Tuesday, November 30, 2010

Wittgenstein, Zettel:

711. There is a way of looking at electrical machines and installations (dynamos, radio stations, etc., etc.) which sees these objects as arrangements of copper, iron, rubber etc. in space, without any preliminary understanding. And this way of looking at them might lead to some interesting results. It is quite analogous to looking at a mathematical proposition as an ornament. --It is of course an absolutely strict and correct conception; and the characteristic and difficult thing about it is that it looks at the object without any preconceived idea (as it were from a Martian point of view), or perhaps more correctly: it upsets the normal preconceived idea (runs athwart it).

Sunday, November 21, 2010

Carl Einstein, "Absolute," Encyclopedia Acephalica, 1929:

It is undeniable that man invented God so that his wretchedness might be forbidden by somebody greater than himself: God is the dialectical opposite of human imperfections. Ideal entities serve as compensations for wretchedness; that is why the qualities ascribed to the gods delineate by contradiction the failings and servilities of their creators.

The absolute is the sum of the compensations for human wretchedness. To create so perfect a notion, man has been obliged to renounce his peculiarity and miserable content. The absolute is powerful because perfectly empty: it is thanks to this characteristic that it represents the perfection of truth. Nothing can be demonstrated by the absolute: the absolute is precisely that supreme truth which remains indemonstrable. Only the details, the interludes can be demonstrated. Yet it is precisely this impossibility of proving the absolute which makes it irrefutable. It is impossible to shatter a lie which, having no object, cannot be related to anything: the lie, in effect, can be proven only if an object, which is readily and at first glance observed, does not seem consistent; which amounts to saying, in instances without importance. The lie limited by an object can be proven, but never the artifice of a construction, because that excludes the object.

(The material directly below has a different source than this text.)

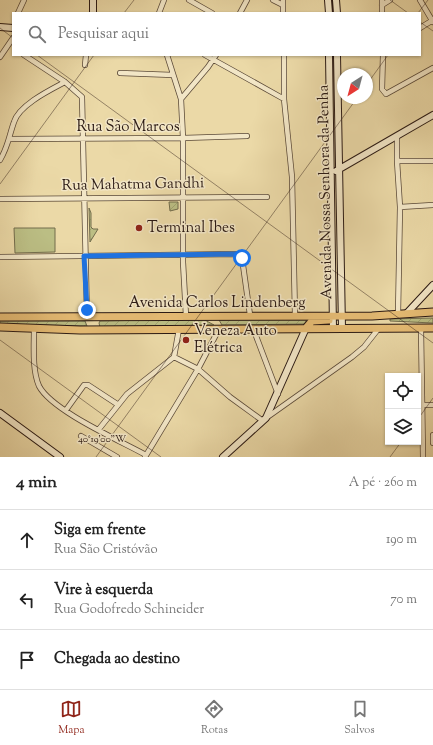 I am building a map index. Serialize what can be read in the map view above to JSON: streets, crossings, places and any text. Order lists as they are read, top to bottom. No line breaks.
{"streets":{"main road":["Avenida Carlos Lindenberg"],"street":["Rua São Marcos","Rua Mahatma Gandhi","Avenida Nossa Senhora da Penha"]},"crossings":[["Avenida Nossa Senhora da Penha","Avenida Carlos Lindenberg"]],"places":["Terminal Ibes","Veneza Auto Elétrica"],"north":"bottom left","page":{"search":"Pesquisar aqui","heading":["4 min","A pé · 260 m"],"list":[["Siga em frente","Rua São Cristóvão","190 m"],["Vire à esquerda","Rua Godofredo Schineider","70 m"],"Chegada ao destino"],"nav":["Mapa","Rotas","Salvos"]},"coordinates":["40°19'00\"W"]}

It is in this way that works of art are indemonstrable, on account of their being separate, like the absolute, from the object.

The absolute is the greatest expenditure of energy made by man; he then seeks to recoup the energy expended by means of prayer: from which it is evident that man is unable to endure his own energies, being obliged to separate himself from them in order to find equilibrium. It should be added that man, above all, is afraid of himself and of his own creations, imaginary entities he has separated from himself. It is thus that he has done everything to forget his dreams, because he fears his wandering soul. I believe that man has less to fear, faced with the Universe, than faced with himself, because he does not know the world, but only a little corner of it.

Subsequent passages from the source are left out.